Additional Information
This document may be deemed to be solicitation material in respect of the proposed combination of Charles River and WuXi. In connection with the proposed transaction, Charles River has filed a definitive proxy statement with the SEC. Before making any voting or investment decisions, investors and security holders are urged to read the definitive proxy statement and any other relevant documents filed with the SEC because they will contain important information. The definitive proxy statement has been mailed to the shareholders of Charles River seeking their approval of the proposed transaction. Charles River’s shareholders may also obtain a copy of the definitive proxy statement free of charge by directing a request to: Charles River Laboratories, 251 Ballardvale Street, Wilmington, MA 01887, Attention: General Counsel. In addition, the definitive proxy statement is available free of charge at the SEC’s website, www.sec.gov or on Charles River’s website at www.criver.com/specialwuxi2010.

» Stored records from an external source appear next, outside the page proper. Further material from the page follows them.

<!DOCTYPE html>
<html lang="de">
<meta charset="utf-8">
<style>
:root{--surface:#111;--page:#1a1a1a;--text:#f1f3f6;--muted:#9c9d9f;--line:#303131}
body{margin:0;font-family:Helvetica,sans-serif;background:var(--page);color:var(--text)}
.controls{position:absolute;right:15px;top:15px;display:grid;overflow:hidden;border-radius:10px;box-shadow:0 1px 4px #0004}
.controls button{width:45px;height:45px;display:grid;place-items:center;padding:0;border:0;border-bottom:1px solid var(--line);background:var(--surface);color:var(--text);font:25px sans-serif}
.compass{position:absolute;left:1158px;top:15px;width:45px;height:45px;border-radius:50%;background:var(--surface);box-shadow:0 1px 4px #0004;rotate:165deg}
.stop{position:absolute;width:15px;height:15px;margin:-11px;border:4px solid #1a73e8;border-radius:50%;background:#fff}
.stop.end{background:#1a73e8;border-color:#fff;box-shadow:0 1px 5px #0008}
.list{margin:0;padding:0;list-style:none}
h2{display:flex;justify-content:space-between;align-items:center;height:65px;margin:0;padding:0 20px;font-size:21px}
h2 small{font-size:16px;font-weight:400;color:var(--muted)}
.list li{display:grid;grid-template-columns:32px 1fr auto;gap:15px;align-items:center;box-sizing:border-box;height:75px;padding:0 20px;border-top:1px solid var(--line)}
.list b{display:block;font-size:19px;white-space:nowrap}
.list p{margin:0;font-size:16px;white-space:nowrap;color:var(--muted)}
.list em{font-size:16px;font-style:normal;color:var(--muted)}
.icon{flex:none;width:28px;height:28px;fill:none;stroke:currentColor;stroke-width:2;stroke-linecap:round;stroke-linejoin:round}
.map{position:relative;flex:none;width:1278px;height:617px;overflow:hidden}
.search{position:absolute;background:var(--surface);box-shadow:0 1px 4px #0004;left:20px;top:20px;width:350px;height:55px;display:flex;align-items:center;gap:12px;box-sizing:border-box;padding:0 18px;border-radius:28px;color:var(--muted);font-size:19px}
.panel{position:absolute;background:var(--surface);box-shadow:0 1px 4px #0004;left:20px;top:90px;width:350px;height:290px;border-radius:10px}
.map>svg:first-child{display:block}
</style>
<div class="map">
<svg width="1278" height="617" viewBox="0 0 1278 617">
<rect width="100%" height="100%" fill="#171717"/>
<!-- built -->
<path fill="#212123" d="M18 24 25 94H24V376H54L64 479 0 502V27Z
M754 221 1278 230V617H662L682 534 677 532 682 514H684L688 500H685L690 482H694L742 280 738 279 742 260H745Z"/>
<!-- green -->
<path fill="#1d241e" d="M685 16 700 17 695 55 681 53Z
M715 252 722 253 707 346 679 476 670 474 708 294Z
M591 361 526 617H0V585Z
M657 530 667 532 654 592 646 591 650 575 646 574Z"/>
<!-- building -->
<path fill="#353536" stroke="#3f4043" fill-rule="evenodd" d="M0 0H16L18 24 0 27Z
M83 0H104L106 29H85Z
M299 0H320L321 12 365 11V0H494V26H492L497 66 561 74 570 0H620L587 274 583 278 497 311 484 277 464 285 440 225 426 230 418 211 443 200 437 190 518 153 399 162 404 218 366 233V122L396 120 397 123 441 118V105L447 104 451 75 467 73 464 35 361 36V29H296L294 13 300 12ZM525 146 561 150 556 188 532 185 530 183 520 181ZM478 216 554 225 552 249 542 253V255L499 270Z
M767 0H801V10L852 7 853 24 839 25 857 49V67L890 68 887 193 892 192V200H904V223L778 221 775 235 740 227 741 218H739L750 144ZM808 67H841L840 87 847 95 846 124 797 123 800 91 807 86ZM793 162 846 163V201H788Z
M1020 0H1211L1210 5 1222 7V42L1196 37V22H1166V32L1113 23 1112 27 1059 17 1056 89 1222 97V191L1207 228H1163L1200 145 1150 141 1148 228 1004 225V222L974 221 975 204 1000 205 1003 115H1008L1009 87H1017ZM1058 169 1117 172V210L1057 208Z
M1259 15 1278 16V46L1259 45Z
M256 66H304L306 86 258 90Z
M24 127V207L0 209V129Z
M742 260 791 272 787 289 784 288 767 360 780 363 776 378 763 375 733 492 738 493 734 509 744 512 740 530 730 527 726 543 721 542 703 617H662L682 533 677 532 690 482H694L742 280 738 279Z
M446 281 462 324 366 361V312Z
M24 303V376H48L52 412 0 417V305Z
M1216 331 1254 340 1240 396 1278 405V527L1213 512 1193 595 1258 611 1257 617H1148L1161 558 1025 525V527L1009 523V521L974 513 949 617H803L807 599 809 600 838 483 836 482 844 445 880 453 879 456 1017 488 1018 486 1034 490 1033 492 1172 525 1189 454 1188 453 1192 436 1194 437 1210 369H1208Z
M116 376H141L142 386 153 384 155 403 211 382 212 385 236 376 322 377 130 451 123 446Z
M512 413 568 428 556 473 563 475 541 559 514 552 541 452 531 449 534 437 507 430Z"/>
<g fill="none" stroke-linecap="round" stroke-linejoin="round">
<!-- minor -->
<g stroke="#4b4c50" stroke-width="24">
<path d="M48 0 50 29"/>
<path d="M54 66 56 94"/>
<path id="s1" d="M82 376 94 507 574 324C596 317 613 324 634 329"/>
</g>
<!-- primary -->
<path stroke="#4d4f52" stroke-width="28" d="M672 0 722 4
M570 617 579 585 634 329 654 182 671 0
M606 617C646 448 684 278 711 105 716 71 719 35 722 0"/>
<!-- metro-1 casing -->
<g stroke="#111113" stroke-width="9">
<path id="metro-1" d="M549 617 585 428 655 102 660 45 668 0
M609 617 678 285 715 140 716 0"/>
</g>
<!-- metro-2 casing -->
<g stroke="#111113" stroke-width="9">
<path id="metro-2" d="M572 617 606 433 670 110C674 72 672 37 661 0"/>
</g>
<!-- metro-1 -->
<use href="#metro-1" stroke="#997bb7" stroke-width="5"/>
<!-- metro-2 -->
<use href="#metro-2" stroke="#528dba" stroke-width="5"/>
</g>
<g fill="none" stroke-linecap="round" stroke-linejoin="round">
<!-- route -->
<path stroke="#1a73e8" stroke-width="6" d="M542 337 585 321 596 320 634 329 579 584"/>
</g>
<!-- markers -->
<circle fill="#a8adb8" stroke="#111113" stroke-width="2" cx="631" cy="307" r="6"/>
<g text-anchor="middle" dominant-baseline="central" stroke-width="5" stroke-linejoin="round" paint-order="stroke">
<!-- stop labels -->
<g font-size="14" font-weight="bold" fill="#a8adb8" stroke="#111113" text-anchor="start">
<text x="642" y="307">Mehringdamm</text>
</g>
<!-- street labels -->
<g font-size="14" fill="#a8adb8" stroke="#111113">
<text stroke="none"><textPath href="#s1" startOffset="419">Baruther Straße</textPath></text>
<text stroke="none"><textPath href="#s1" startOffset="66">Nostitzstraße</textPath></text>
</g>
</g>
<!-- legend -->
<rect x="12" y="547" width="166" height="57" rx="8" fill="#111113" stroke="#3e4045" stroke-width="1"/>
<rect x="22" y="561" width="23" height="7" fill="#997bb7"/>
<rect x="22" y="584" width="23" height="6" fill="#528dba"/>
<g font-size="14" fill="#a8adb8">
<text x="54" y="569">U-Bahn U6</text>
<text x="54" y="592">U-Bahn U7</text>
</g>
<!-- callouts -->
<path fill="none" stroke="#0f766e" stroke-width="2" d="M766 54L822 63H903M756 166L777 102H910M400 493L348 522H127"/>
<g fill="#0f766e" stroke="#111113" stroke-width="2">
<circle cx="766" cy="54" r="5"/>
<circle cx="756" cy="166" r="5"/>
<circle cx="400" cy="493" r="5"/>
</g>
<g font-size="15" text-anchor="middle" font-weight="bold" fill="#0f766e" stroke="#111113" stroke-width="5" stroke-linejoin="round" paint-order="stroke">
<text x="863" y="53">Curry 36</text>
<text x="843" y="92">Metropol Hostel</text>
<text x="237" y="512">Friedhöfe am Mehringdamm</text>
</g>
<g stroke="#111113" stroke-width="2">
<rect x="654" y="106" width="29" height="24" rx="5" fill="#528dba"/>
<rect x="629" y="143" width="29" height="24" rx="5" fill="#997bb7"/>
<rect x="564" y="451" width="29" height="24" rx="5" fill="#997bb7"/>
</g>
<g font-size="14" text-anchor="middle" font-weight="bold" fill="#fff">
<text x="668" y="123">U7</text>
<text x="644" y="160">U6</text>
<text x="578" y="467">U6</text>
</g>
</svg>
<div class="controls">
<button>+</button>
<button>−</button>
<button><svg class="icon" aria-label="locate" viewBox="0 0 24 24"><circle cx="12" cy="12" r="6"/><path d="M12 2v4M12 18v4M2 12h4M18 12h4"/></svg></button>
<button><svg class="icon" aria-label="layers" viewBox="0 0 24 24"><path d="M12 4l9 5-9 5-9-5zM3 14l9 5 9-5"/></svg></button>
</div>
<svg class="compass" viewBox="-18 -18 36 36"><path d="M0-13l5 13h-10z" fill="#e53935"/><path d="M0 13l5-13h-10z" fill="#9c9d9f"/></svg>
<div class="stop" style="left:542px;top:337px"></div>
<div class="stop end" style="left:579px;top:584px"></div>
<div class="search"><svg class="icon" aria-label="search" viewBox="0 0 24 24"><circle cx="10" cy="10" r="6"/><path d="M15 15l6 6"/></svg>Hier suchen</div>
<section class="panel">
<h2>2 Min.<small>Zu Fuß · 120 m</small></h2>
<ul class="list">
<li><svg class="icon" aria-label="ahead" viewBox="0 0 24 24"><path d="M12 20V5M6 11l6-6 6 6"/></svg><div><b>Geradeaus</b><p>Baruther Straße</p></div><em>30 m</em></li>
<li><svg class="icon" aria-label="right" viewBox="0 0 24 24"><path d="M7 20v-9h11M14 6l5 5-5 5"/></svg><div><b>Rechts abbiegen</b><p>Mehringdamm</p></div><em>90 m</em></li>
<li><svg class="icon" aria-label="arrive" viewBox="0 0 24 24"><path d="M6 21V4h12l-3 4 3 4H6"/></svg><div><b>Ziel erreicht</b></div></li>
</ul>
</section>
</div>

This document is not a solicitation of proxies from WuXi’s security holders to approve the proposed combination. In connection with the proposed transaction, WuXi has filed a scheme document that has been approved by the Grand Court of the Cayman Islands with the SEC on Form 6-K. The approved scheme document has been mailed to WuXi’s security holders seeking their approval of the proposed combination. Before making any voting or investment decisions, WuXi’s security holders are urged to read the approve scheme document and any other relevant documents filed with the SEC because they will contain important information. WuXi’s security holders will also be able to obtain a copy of the approved scheme document free of charge by directing a request to: 288 Fute Zhong Road, Waigaoqiao Free Trade Zone, Shanghai 200131, People’s Republic of China, Attention: Genyong Qiu. In addition, the approved scheme document is available free of charge at the SEC’s website, www.sec.gov. WuXi’s security holders may also access copies of the documents filed with the SEC by WuXi on WuXi’s website at www.wuxiapptec.com.

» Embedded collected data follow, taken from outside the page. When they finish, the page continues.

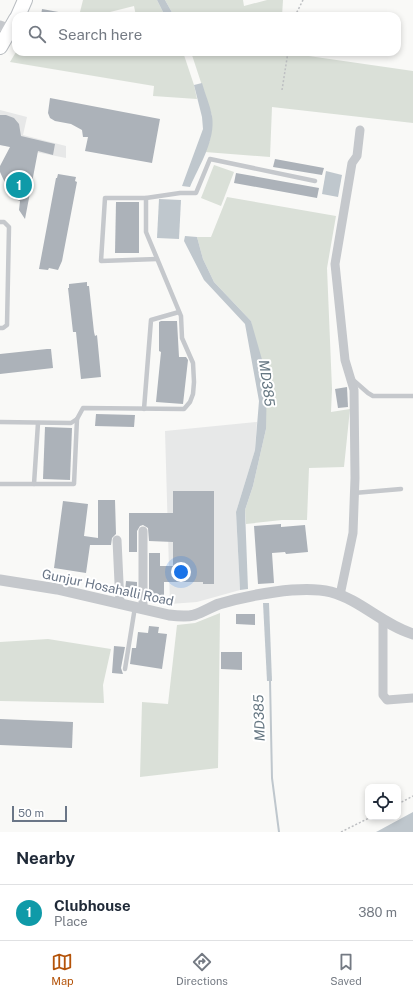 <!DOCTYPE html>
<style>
body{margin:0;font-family:"Public Sans",sans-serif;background:#f2f2f3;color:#1f2937}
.controls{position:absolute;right:12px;bottom:12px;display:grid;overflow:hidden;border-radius:8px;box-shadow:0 2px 6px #0003}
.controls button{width:36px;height:36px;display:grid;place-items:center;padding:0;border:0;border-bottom:1px solid #e0e1e3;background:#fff;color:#1f2937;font:20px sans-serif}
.scale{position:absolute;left:12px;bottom:10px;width:55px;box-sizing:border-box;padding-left:4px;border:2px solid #6a7687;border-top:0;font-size:11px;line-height:14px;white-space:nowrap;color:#6a7687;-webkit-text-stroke:3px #fff;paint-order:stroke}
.you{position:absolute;left:181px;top:572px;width:14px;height:14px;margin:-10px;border:3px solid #fff;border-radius:50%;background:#1a73e8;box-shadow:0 0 0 6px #1a73e833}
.badge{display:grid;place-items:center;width:26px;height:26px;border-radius:50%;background:#b45309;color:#fff;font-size:13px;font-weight:700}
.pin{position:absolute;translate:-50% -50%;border:2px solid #fff;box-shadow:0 1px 4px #0006}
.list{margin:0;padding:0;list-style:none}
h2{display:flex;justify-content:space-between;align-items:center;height:52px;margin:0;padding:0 16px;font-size:17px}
h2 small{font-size:13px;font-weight:400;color:#747a83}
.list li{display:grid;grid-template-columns:26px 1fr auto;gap:12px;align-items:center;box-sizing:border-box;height:56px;padding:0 16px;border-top:1px solid #e0e1e3}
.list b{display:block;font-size:15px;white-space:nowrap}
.list p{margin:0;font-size:13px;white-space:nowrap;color:#747a83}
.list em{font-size:13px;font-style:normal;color:#747a83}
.icon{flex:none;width:22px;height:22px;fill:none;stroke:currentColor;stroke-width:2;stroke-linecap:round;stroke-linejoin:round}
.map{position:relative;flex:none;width:413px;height:832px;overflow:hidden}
.search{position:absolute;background:#fff;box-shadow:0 2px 6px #0003;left:12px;right:12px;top:12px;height:44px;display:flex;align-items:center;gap:10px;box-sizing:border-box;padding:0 14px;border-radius:12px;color:#747a83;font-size:15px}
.sheet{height:108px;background:#fff}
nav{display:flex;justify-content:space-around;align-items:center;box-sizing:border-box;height:56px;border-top:1px solid #e0e1e3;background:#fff;font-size:11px;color:#747a83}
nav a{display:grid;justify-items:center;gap:2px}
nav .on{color:#b45309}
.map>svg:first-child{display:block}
.built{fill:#e7e8e8}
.green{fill:#dae0d8}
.water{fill:#bfc7cd}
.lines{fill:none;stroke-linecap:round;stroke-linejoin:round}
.stream{stroke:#bfc7cd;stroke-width:2}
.building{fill:#acb2b9}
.primary-casing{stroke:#b8bcc0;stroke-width:16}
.path{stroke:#bdbfc2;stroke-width:1.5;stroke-dasharray:2 2;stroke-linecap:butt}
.service{stroke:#c5c8cc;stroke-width:4.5}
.minor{stroke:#c5c8cc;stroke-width:9}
.tertiary{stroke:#c5c8cc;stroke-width:11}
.primary{stroke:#fff;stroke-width:14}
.labels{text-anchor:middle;stroke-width:4;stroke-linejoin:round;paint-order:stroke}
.street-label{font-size:13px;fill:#6a7687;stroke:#fff}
.water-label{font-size:14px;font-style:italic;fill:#667782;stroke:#fff}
</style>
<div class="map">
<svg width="413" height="832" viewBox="0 0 413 832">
<rect width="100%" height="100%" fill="#f9f9f7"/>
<g class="built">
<polygon points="0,110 27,117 23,135 66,146 66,158 0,145"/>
<polygon points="257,422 255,450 236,512 240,590 197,602 170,604 165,431"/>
</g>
<g class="green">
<polygon points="83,0 157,0 165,16 136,16 134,6 94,16 79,16"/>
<polygon points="165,0 243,0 244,6 267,0 283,0 282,16 174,16"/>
<polygon points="16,52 183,52 194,85 197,99 153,96 154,86 10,62"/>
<polygon points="191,52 281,52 413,71 413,123 272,107 270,157 205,152 210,140 212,116"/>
<polygon points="214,165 234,172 221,206 201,198"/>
<polygon points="227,197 336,216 327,268 332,389 331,412 350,409 344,467 309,468 307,520 282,520 246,524 245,510 253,486 266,429 251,321 214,282 203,259 197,237 211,237"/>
<polygon points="220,613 218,768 140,777 142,702 168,704 177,625 195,623"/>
<polygon points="48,639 111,649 103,685 104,703 0,701 0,642"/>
</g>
<g class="water">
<polygon points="157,0 165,0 174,16 165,16"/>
<path d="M 202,83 C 205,94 210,105 212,116 C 216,140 199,166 190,187 L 182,186 L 203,129 L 202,117 L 194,85 Z"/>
<polygon points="326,171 342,175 338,197 322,194"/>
<polygon points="159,199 181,200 179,239 157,238"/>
<polygon points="185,236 197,237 203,259 214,282 251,321 267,377 266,429 253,486 245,510 248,589 240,590 236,512 255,450 259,401 245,324 204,280 184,241"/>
<polygon points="263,603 269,603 272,681 267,681"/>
<polygon points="413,812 413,832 376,832 378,831"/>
</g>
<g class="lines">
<polyline class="stream" points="270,680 272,778 279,832"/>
</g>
<g class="building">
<polygon points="42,9 64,13 63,16 41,16"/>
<polygon points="50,98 160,119 152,163 85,151 88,137 83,137 82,130 71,124 55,121 50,118 48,113"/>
<polygon points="0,115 6,115 14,118 19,124 21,136 55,144 53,155 38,151 25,219 19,210 20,201 12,198 0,172 0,166 10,147 0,145"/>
<polygon points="275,159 324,168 322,175 273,167"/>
<polygon points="236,173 319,188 317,198 234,183"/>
<polygon points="58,174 76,177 75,181 77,182 62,261 58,270 49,268 48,270 39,269 56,178 57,178"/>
<polygon points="116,202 139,202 139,253 115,253"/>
<polygon points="87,282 87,286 89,286 94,332 95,336 97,335 101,377 81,379 77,342 76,332 73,332 68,288 69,288 69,284"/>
<polygon points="161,321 177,321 179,357 186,357 188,360 183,404 156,402 161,352 159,351 159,322"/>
<polygon points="47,349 51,349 53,368 0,374 0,354"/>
<polygon points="347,387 348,407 338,408 335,389"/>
<polygon points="96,414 135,415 134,427 95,426"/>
<polygon points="45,427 72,428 70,480 43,479"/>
<polygon points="173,491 214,491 214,584 203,584 203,582 164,582 164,596 149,596 149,553 160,553 160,566 173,566 173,542 149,541 148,528 143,525 140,526 137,531 137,552 129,552 129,513 173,513"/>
<polygon points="98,500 115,500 116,534 112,538 111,545 90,545 86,573 54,568 63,501 88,504 84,536 98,538"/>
<polygon points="281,524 281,527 305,525 308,552 286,554 285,552 272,553 274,583 258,584 254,526"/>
<polygon points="126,581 137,582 137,592 125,592"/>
<polygon points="236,614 255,614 255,625 236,624"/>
<polygon points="149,626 159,627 158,633 167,634 162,669 130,664 132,648 136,648 138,632 148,633"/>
<polygon points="114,646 125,647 121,668 123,674 112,673"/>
<polygon points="221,652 242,652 242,670 221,669"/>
<polygon points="0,719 73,722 72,748 0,745"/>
</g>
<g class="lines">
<g class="primary-casing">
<g id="primary">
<polyline points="18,16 25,0"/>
<polyline points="0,47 16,19"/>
</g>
</g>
<g class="path">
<polyline points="295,16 303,0"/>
<polyline points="282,90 288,52"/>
<polyline points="398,804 413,796"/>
<polyline points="341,832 371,817"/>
</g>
<g class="service">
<polyline points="146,198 105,198 101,261 157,259"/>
<polyline points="0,222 4,222 9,227 7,325 3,328 0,328"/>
<polyline points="352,379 368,393 373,396 413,396"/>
<polyline points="144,409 151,320 179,312"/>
<polyline points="0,422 71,423 77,419 83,408 184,409 190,402 193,394 194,382 193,363 182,338 181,316 146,232 146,198 180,193 196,193 210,159 315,181"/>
<polyline points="0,484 74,484 77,419"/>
<polyline points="34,484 38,423"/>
<polyline points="354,493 401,489"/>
<polyline points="125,669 135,607"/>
</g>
<g class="minor">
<polyline points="0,25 11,29"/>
<polyline points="117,540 120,604"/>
<polyline points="340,595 353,533 355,478 354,390 345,360 335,264 352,163 357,156 360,130"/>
<polyline points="143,609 143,531"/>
<polyline points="383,620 383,695 387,700 413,698"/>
</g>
<path class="tertiary" d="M 0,580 L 57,589 L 169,615 C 177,616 186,617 194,615 C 203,612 211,607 219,604 C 249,595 301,585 331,592 C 361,600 383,625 413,634"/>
<use href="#primary" class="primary"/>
</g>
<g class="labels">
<g class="street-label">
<text transform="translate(108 587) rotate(12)" y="5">Gunjur Hosahalli Road</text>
</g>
<g class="water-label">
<text transform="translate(267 383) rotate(82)" y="5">MD385</text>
<text transform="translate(259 718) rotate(-92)" y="5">MD385</text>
</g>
</g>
</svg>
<div class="controls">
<button><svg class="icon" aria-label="locate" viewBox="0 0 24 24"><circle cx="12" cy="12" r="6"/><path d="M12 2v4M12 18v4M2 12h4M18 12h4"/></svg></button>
</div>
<div class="scale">50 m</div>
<div class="you"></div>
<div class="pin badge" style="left:19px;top:185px;background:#0f9aa8">1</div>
<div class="search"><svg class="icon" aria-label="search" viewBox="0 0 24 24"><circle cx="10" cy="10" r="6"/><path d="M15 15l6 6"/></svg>Search here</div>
</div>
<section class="sheet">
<h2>Nearby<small></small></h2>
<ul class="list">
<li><span class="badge" style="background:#0f9aa8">1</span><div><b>Clubhouse</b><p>Place</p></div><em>380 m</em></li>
</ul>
</section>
<nav>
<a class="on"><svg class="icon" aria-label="map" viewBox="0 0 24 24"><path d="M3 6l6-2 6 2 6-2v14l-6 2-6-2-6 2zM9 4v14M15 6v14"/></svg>Map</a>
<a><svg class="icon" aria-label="directions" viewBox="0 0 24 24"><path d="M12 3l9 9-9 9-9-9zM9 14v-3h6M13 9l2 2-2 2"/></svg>Directions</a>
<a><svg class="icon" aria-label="saved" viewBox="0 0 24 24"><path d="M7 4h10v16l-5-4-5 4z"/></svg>Saved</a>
</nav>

Charles River, WuXi and their respective directors and executive officers and other members of management may be deemed to be participants in the solicitation of proxies in respect of the proposed transaction. Information regarding Charles River’s directors and executive officers is available in Charles River’s proxy statement for its 2010 annual meeting of shareholders, which was filed with the SEC on March 30, 2010. Information regarding the interests of Charles River’s directors and certain members of Charles River’s management in the proposed transaction is set forth in the definitive proxy statement filed with the SEC. Information regarding WuXi’s directors and executive officers is available in WuXi’s annual report on Form 20-F for the fiscal year ended December 31, 2009, which was filed with the SEC on April 23, 2010. Information regarding the interests of WuXi’s directors and certain members of WuXi’s management in the proposed transaction is available in WuXi’s approved scheme document, which was filed on Form 6-K with the SEC on June 29, 2010.
This document does not constitute an offer of any securities for sale or a solicitation of an offer to buy any securities. The Charles River shares to be issued in the proposed transaction have not been and will not be registered under the Securities Act of 1933, as amended (the “Securities Act”), and may not be offered or sold in the United States absent registration or an applicable exemption from registration requirements. Charles River intends to issue such Charles River shares pursuant to the exemption from registration set forth in Section 3(a)(10) of the Securities Act.